Embodiments disclosed herein enable sensors, such as, e.g., vibration sensors, to be mounted in non-orthogonal and non-collinear arrangements while still able to use traditional data collection results that assume the sensors are mounted orthogonal relative to each other and aligned with the radial axis of the downhole tool. Embodiments of the disclosure provide several improvements over previous systems, including, but not limited to relaxing space and placement requirement for board mounting of sensors on LWD and MWD tools and offering more flexibility for engineering for placement of sensors on downhole tools. Once raw data is collected from a plurality of sensors positioned on or along a downhole tool, the raw sensor data is then transformed into either 90 degree or 180 degrees mathematically as if the sensors were mounted in an orthogonal or collinear configuration before further traditional processing and analysis of the sensor data. As a result, engineering and field operations may have more flexibility in placement of sensors on downhole tools. The physical design of sensor placement and mechanical mounting process of the sensor assemblies may be simplified without compromising data results. For example, in systems having smaller tool sizes, (e.g., tools having a 4¾′ in. diameter) mounting of the sensor assemblies may be simplified, and for larger tool sizes, the sensor assemblies may be mounted without having to be placed orthogonally. In addition to correction of the data to reflect orthogonal and/or collinear sensors, the translation and rotational data may be used to process and correct data collected from additional sensors which may be positioned on downhole tools, such as NMR, imaging, or acoustic sensors. In some embodiments, axial motion along the Z axis may also be considered and factored into the data transformation to reflect three-dimensional motion.
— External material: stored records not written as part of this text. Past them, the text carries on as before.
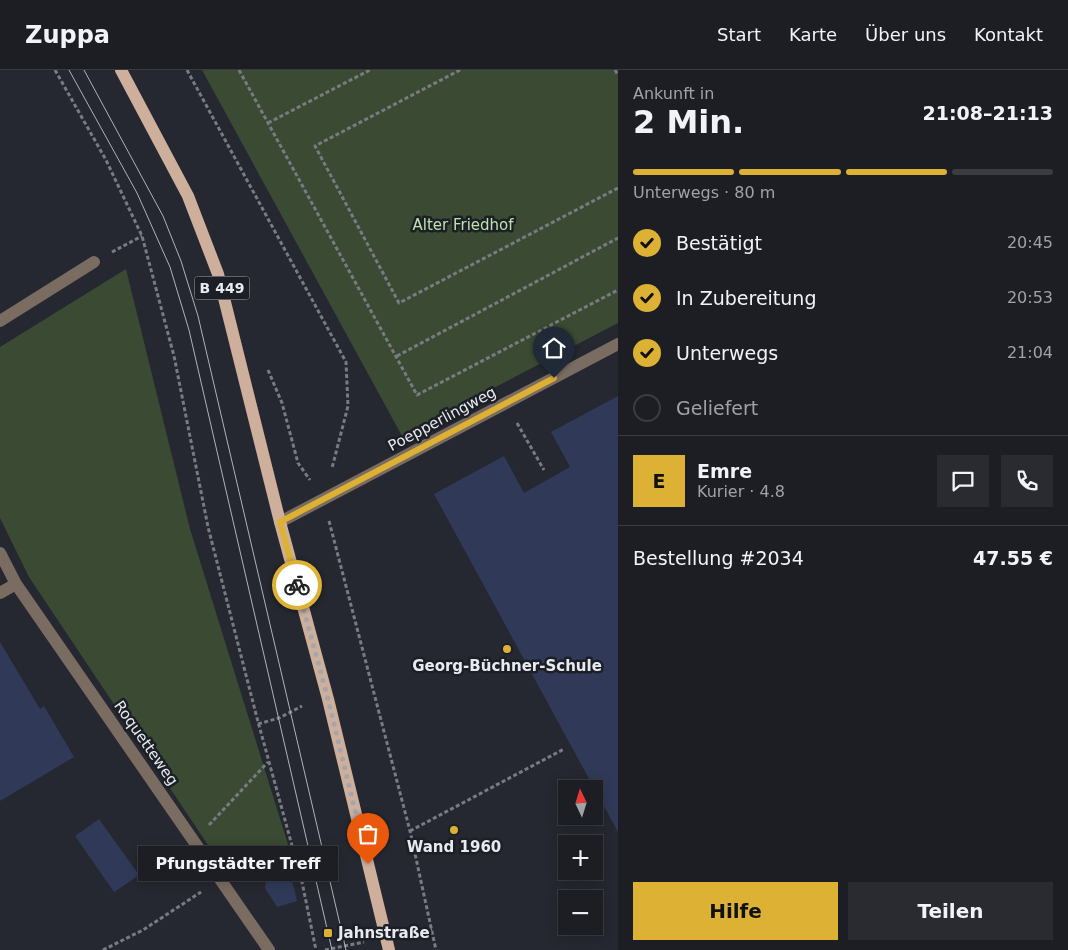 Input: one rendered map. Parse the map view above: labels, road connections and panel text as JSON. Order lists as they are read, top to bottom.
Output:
{
  "streets": {
    "main road": ["B 449"],
    "street": ["Poepperlingweg", "Roquetteweg"]
  },
  "crossings": [
    ["B 449", "Poepperlingweg"]
  ],
  "parks": ["Alter Friedhof"],
  "places": {
    "other": ["Georg-Büchner-Schule", "Wand 1960", "Pfungstädter Treff"],
    "transit": ["Jahnstraße"]
  },
  "north": "top",
  "page": {
    "header": "Zuppa",
    "nav": [
      "Start",
      "Karte",
      "Über uns",
      "Kontakt"
    ],
    "heading": ["2 Min.", "Ankunft in", "21:08–21:13"],
    "panel": [
      "Emre",
      "Kurier · 4.8",
      "Bestellung #2034",
      "47.55 €"
    ],
    "bar": "Unterwegs · 80 m",
    "list": [
      ["Bestätigt", "20:45"],
      ["In Zubereitung", "20:53"],
      ["Unterwegs", "21:04"],
      "Geliefert"
    ],
    "round": "E",
    "map_buttons": ["+", "−"],
    "bubble": "Pfungstädter Treff",
    "buttons": ["Hilfe", "Teilen"]
  }
} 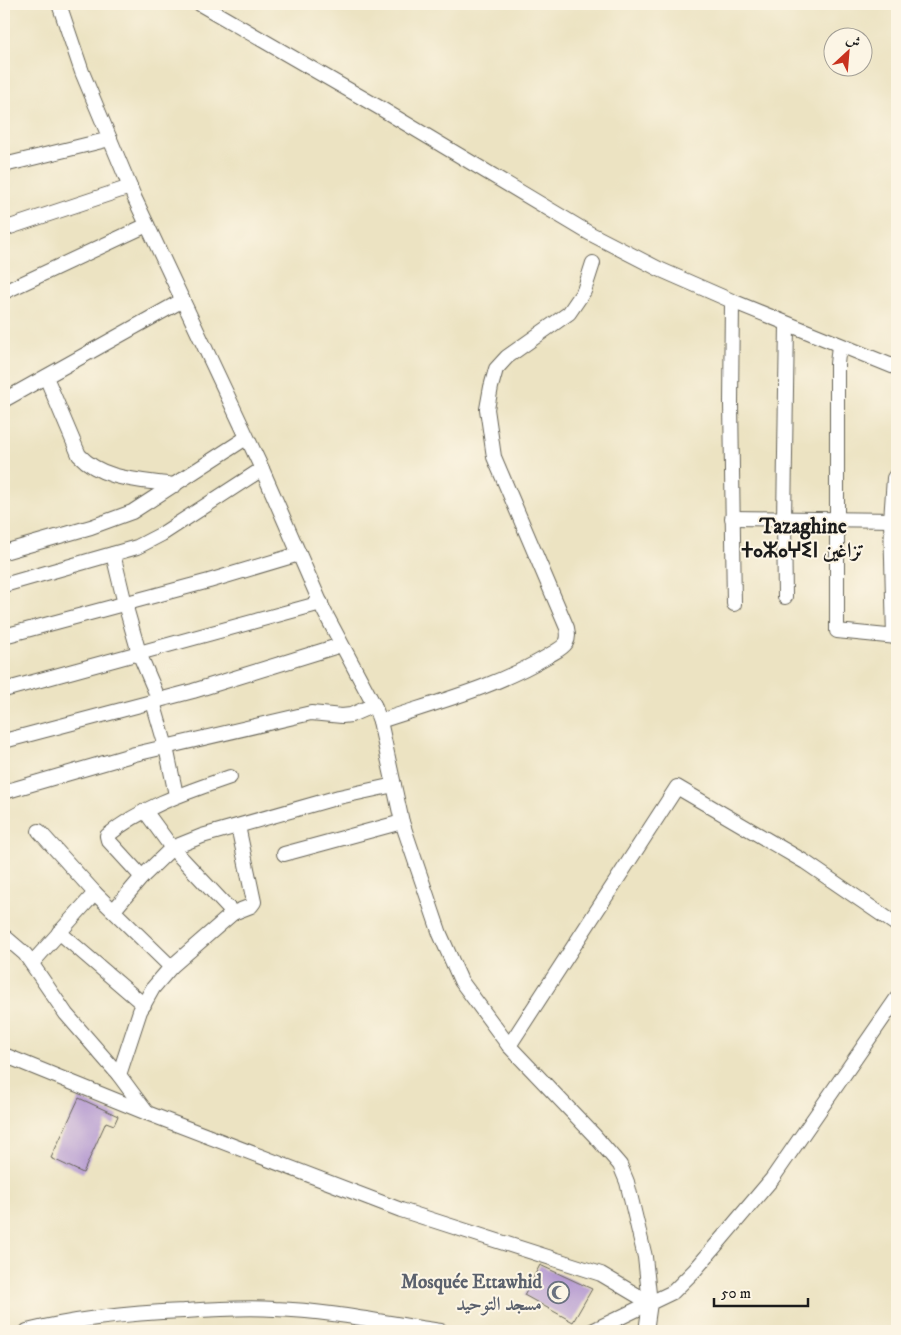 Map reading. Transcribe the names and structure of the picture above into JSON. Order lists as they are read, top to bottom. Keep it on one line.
{"districts":["Tazaghine ⵜⴰⵣⴰⵖⵉⵏ تزاغين"],"places":{"mosque":["Mosquée Ettawhid مسجد التوحيد"]},"scale_bar":"50 m","north":"top right"} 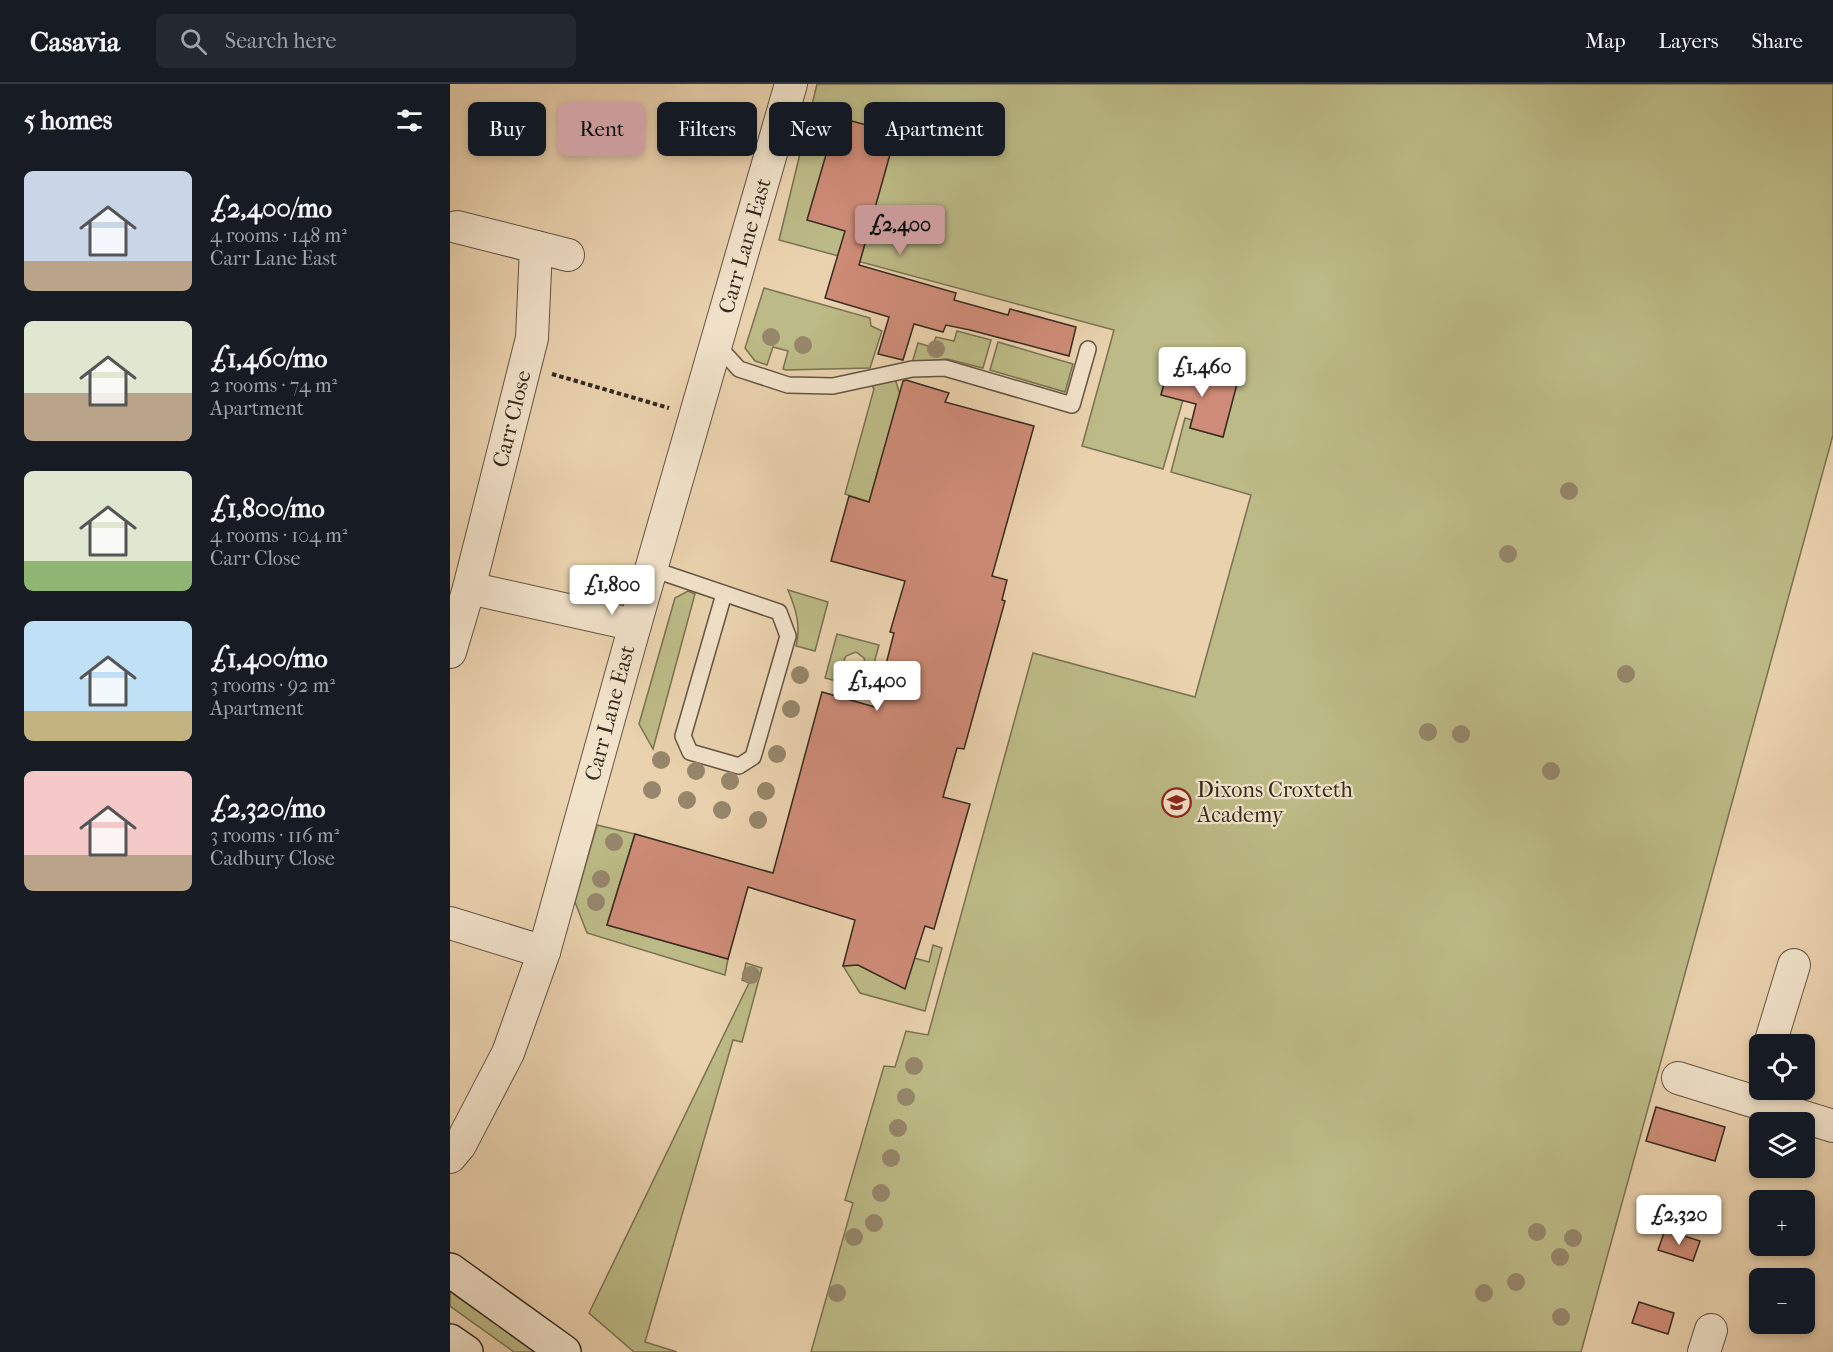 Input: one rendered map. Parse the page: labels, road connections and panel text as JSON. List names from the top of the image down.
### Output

Example embodiments may include one embodiment of a method comprising receiving raw data from a first sensor mounted on a chassis of a downhole tool and receiving raw data from a second sensor, wherein the second sensor is mounted on the downhole tool non-orthogonal and non-collinear relative to the first sensor. The method continues with mathematically transforming the received raw data from the first and second sensors such that the transformed data represents the first sensor and the second sensor as if positioned orthogonal relative to each other. The method further includes determining motion data in the wellbore from the transformed data. Mathematically transforming the received raw data may include determining translational motion of the downhole tool and determining rotational motion of the downhole tool. In some embodiments, the method includes determining whether at least one of the sensors is not aligned with the radial axis of the tool chassis and mathematically transforming the data using equations that consider the angle of misalignment from the radial axis.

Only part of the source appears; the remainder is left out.